A week later, Thomas obtained leave from the Federal Court to initiate contempt proceedings against Arun on the grounds that the articles had scandalised judges of the Federal Court.
Thomas said freedom of speech was not absolute and there were limitations, such as contempt of court.
“Nonetheless, litigants and the public are permitted to criticise judges and the court as justice is not a cloistered virtue,” he said.
However, he said, a balance must be struck between free speech and criticism as well as against contempt of court.
“In this case, we are of the view Arun’s articles were contemptuous,” he said, adding that the integrity of the judiciary must be protected rather than that of individual judges.
Thomas said there was no evidence that Arun had made an attempt to correct his articles which he claimed was edited by Aliran.
“He is claiming that Aliran sensationalised his articles but he did nothing to rectify them. He is now trying to pass the responsibility to Aliran,” he said.
Thomas said Arun was a stranger to claim the Federal Court proceeding was highly irregular.
He said the AIAC applied to become intervener as judge Hamid Sultan Abu Backer had attacked the organisation when it was not a party to an action between Leap Modulation and PCP Construction.
“The Federal Court was absolutely correct to allow the expungement as the judge had gone off tangent,” he said.
Lawyer Bastian Pius Vendargon said his client was inspired to write both articles as the Federal Court proceeding was irregular.
He said usually the apex court in civil cases would first hear a leave to appeal application.
“Only after leave was granted, parties can intervene to expunge parts of a judgment,” he said.
Vendargon said in this case intervention and expungement took place first followed by the leave application.
“Arun claimed this was unprecedented and in his articles, he only asked the MACC to investigate the parties (Leap Modulation and PCP Construction) and AIAC,” he said.
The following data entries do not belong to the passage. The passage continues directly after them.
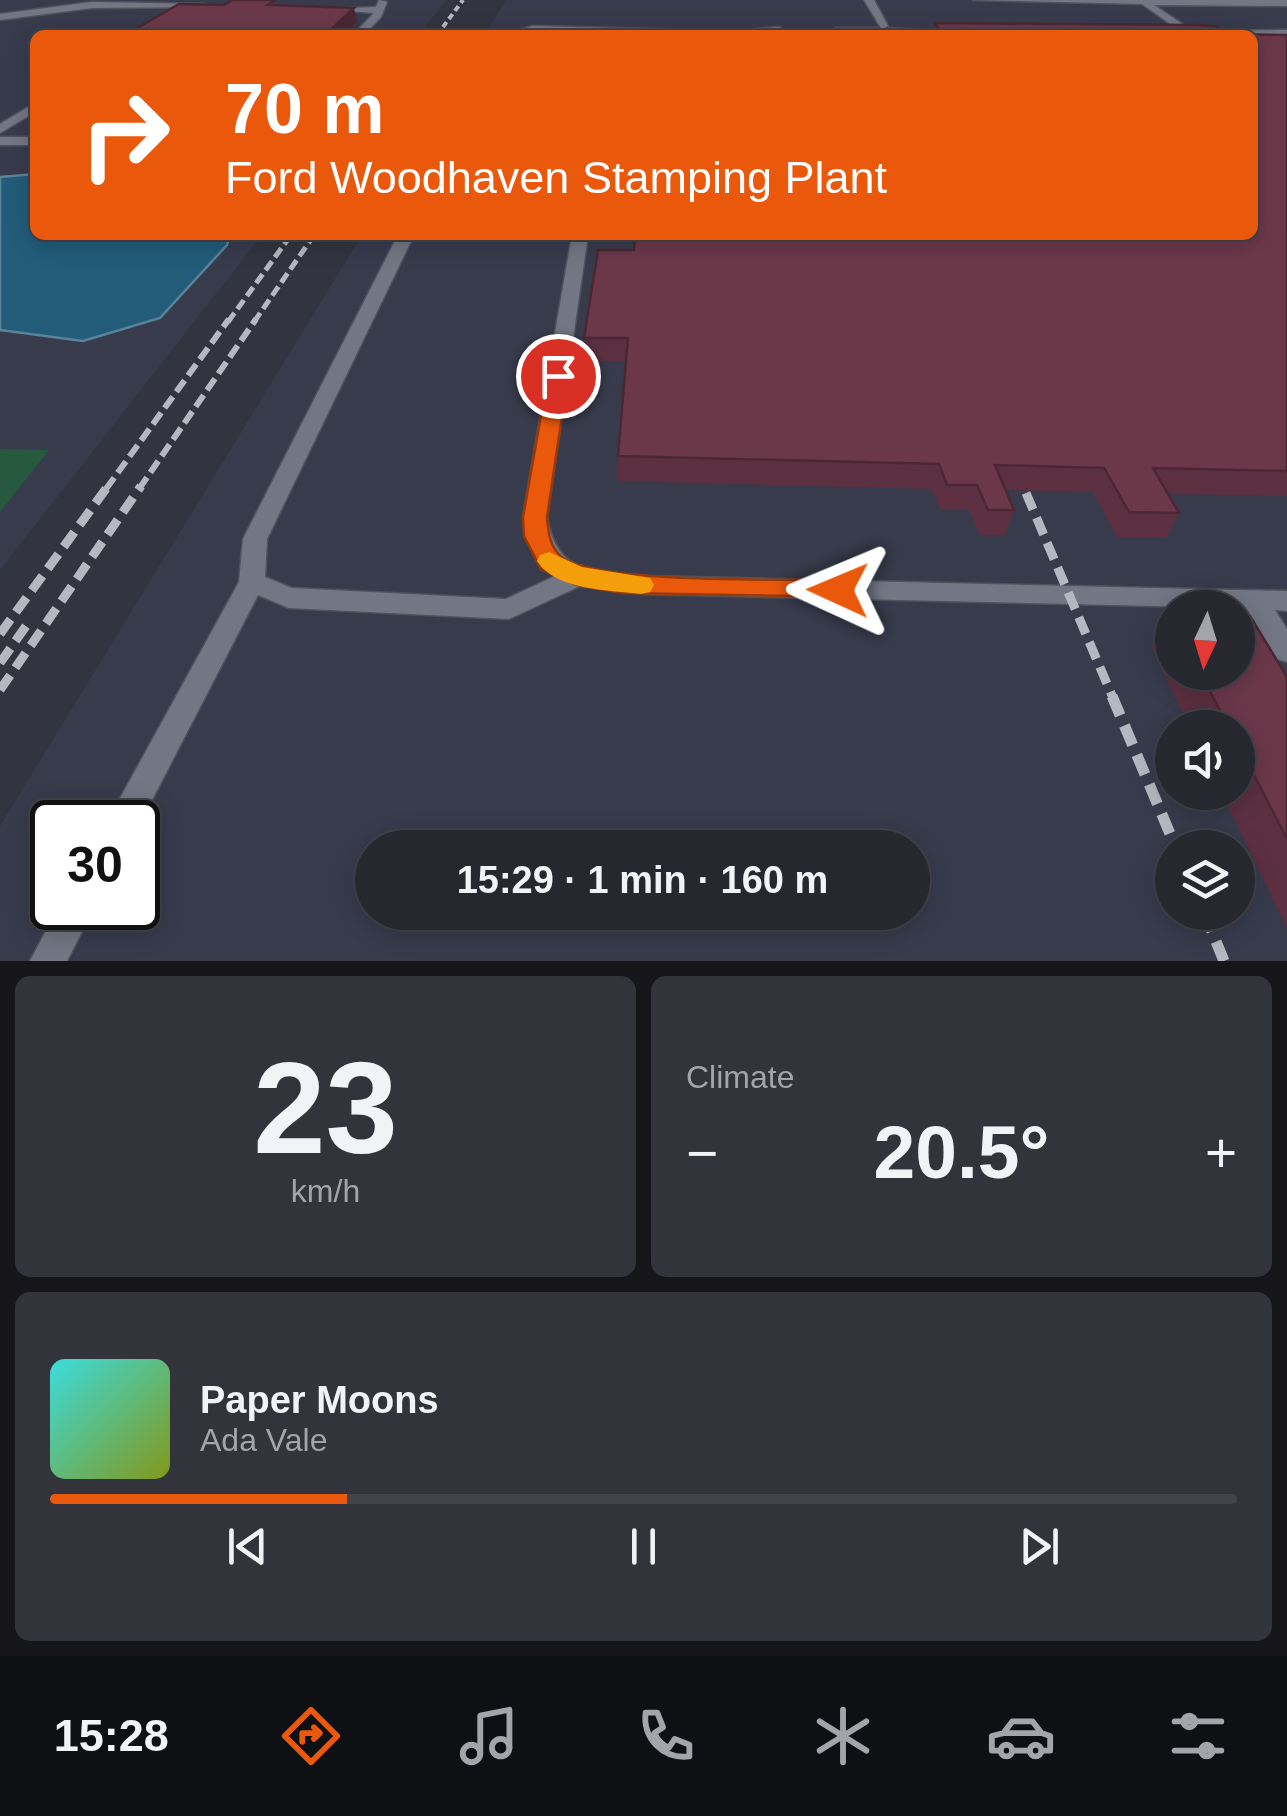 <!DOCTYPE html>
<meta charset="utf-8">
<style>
:root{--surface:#26272f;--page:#32333b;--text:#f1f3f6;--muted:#a4a5aa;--line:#42444b;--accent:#ea580c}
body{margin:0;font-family:Helvetica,sans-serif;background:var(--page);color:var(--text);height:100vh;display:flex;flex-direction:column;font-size:38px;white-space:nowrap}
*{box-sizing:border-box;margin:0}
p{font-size:32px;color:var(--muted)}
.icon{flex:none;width:55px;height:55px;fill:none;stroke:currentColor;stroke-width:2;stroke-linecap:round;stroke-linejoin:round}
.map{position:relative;height:961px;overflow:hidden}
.sheet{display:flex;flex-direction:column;gap:15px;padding:15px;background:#15151a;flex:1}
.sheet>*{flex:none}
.top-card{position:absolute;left:30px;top:30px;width:1228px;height:210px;border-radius:15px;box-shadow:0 5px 25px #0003,0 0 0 2px var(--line);background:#ea580c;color:#fff;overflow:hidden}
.needle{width:65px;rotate:184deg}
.fabs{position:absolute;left:1155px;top:590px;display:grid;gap:20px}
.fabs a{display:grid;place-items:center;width:100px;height:100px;border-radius:50%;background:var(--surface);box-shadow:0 5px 25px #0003,0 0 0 2px var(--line);font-size:50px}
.speed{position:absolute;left:30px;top:800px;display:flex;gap:20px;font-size:50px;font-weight:700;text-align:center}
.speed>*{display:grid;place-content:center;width:130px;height:130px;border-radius:50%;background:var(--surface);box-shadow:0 5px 25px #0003,0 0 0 2px var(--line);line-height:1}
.speed .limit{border:5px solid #111;border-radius:15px;background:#fff;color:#111}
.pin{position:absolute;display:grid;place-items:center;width:85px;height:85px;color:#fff;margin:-42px;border:5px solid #fff;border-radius:50%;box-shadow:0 2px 10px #0007}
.me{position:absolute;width:110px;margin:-55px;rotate:271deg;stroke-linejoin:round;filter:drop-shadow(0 0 8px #0008)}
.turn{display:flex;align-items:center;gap:35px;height:210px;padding:0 30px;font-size:45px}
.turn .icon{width:130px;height:130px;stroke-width:2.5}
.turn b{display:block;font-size:70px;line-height:85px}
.big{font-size:75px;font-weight:800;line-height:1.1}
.sheet .tile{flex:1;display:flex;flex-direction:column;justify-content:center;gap:15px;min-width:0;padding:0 35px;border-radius:15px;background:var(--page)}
.sheet .dial{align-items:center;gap:0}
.dial b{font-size:130px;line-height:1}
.song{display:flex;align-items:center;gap:30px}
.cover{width:120px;height:120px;border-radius:15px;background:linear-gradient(135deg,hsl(180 70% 55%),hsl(70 70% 35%))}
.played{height:10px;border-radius:5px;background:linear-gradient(90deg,var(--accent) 25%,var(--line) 25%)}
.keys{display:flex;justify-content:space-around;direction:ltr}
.heat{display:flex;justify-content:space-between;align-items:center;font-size:55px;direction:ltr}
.sheet .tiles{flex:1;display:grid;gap:15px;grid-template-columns:1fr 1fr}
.tile:last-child{grid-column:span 2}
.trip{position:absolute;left:355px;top:830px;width:575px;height:100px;border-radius:50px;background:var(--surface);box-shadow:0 5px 25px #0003,0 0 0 2px var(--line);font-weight:800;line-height:100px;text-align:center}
.tab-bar{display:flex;height:160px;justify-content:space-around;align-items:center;background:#0f1013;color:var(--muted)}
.tab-bar .icon{width:70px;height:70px}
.tab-bar .on{color:var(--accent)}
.tab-bar b{font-size:45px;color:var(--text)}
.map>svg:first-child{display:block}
.built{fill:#383b4c;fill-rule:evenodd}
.green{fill:#26593d}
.water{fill:#225c79;stroke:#5a839a;stroke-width:2.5}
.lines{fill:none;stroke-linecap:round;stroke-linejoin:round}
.minor-casing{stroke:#51525c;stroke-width:3}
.minor{fill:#737684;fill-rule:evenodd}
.rail-far4{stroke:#b6b8c1;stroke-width:4;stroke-dasharray:6 4;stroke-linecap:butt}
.rail-far3{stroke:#b6b8c1;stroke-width:5;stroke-dasharray:11 5;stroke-linecap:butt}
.rail-far2{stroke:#b6b8c1;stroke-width:6;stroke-dasharray:14 6;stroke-linecap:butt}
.rail-far1{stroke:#b6b8c1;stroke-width:9;stroke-dasharray:18 9;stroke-linecap:butt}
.rail{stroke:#b6b8c1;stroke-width:11;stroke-dasharray:21 11;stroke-linecap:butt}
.wall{fill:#5c3040}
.shaded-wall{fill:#4b2734}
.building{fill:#6b384a;stroke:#4b2734;stroke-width:2.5}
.route{fill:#ea580c;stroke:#983908;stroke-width:2.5}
.slow{fill:#f59e0b}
</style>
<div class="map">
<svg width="1287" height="961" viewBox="0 0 1287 961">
<rect width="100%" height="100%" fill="#32343f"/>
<path class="built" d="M0 0H446L419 35H35V235H262L0 570Z
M506 0H1287V961H0V826L362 235H1252V35H485ZM1172 608H1238V672H1172ZM1172 728H1238V792H1172ZM52 822H138V908H52ZM372 848H912V912H372ZM1172 848H1238V912H1172Z"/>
<path class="green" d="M0 449 49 450 0 512Z"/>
<path class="water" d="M35 174V235H230L227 245 160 318 83 341 0 330V177Z"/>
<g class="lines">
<defs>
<path id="minor" d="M379 0 387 2 381 17 364 35H353L374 13 322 9 376 7Z
M864 0H874L888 26 885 28 969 32 964 35 833 33 836 28H881Z
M973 0H1287V6L1154 5 1193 31 1287 30V36L1186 35 1142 4Z
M92 2 205 4 210 7 92 8 0 20V14Z
M532 26 734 31 779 27 784 30 754 35 532 32 505 35Z
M35 103V112L0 133V124Z
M0 137H35V145H0Z
M398 235H414L267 539 265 577 292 588 506 599 555 576C533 562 527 541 523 517L572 235H588L547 517C557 576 595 571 645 576L1287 591V611L1275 610 1287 629V662L1277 659 1247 610 1238 608 645 594 580 586 509 619 289 608 258 595 138 827V822H107L239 582 243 539Z
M58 908H94L67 961H30Z"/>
</defs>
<use href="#minor" class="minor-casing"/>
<use href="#minor" class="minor"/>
<path class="rail-far4" d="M437 35 463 0"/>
<path class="rail-far3" d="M228 322 291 235
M254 322 314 235"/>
<path class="rail-far2" d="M106 489 229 319
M139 489 256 319"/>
<path class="rail-far1" d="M1026 493 1113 698
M0 634 108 486
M0 663 31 619
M0 690 141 486"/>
<path class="rail" d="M1112 696 1176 848
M1204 912 1224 961"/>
</g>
<path class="wall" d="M935 23 1228 34 1287 35V496L1168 494 1179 513 1166 538 1117 537 1093 492 1005 490 1014 510 1005 535H980L969 510H940L932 489 618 481V456L626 361H585L584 338 634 250 1252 35H750L751 30 933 32Z
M1170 614H1172V672H1238L1287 677V928L1221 792H1238V728H1190L1151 647Z"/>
<path class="shaded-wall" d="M354 8 357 22 344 35H325Z"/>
<path class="building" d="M232 0H275L268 5 354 8 325 35H125L179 4 224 5Z
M935 23 1195 25 1215 26 1228 34 1287 35V471L1153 468 1179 513 1129 512 1104 468 995 465 1014 510H988L977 485H947L939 464 618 456 628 338H584L598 250H634L636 235H1252V35H752L751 30 941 32Z
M1238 616H1250L1287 677V839L1238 744V728H1229L1200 672H1238Z"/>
<path class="route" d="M558 370 568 376 547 517C548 532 550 549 563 558 603 584 782 579 838 580L847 583 851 590 847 597 622 593 577 585 541 569 524 536 523 517 548 376Z"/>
<path class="slow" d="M549 552 582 567 650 578 654 585 650 592 641 594C610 590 556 591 537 561L540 555Z"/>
</svg>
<div class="fabs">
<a><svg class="needle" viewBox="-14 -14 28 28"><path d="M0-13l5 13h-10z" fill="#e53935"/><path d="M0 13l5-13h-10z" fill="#a4a5aa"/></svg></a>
<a><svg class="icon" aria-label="sound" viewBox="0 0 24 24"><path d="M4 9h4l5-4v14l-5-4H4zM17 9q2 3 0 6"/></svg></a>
<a><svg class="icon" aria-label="layers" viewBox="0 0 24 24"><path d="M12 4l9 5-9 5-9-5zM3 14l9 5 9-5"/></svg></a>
</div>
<div class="speed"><div class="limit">30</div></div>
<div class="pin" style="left:558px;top:376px;background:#d93025"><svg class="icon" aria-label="arrive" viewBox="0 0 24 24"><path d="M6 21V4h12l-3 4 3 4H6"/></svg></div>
<svg class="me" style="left:838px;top:590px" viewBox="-20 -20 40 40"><path d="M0-17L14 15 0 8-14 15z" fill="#ea580c" stroke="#fff" stroke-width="4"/></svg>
<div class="trip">15:29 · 1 min · 160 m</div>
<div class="top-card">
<div class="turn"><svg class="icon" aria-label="right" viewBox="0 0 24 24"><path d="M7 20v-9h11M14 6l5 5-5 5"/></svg><div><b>70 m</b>Ford Woodhaven Stamping Plant</div></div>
</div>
</div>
<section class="sheet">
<div class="tiles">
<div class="tile dial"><b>23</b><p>km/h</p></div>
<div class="tile"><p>Climate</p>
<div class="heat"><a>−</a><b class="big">20.5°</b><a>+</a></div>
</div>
<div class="tile">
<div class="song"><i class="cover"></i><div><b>Paper Moons</b><p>Ada Vale</p></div></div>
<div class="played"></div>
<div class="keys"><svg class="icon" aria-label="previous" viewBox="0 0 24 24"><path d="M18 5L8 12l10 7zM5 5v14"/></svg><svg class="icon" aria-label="pause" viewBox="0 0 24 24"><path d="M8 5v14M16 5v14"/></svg><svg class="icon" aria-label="next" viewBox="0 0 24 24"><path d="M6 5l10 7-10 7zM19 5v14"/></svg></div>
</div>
</div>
</section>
<nav class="tab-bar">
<b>15:28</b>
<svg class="icon on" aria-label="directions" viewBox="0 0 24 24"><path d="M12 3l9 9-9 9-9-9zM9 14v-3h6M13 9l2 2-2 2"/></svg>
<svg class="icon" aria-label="music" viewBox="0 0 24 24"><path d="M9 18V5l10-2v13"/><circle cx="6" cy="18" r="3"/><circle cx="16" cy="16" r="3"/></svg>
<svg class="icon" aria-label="phone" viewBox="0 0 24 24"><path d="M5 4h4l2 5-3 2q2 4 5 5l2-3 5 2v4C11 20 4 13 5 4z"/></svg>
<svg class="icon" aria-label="climate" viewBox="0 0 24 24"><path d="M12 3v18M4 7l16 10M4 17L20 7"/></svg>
<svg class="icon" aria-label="car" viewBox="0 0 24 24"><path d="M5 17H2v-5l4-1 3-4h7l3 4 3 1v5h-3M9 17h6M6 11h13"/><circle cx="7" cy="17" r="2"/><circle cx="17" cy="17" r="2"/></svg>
<svg class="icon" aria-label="filters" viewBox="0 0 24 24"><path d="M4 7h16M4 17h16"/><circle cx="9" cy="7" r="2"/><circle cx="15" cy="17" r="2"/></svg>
</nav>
Bastian said Arun never asked the MACC to investigate the judge although he had filed a MACC report.
Co-counsel Mohamed Haniff Khatri Abdulla also questioned why neither Thomas nor his officers had appeared in the court to defend Hamid when AIAC made the expungement application.
“An affidavit was sent to the Attorney-General’s Chambers but neither he nor his officers turned up to represent Hamid,” he said.
Haniff said nothing in the articles insinuated that the three judges should be investigated by the MACC.
“This court must look into the procedural irregularity of the proceeding as the liberty of Arun could be affected (if found guilty of contempt),” he said.
The court will deliver its ruling on April 23.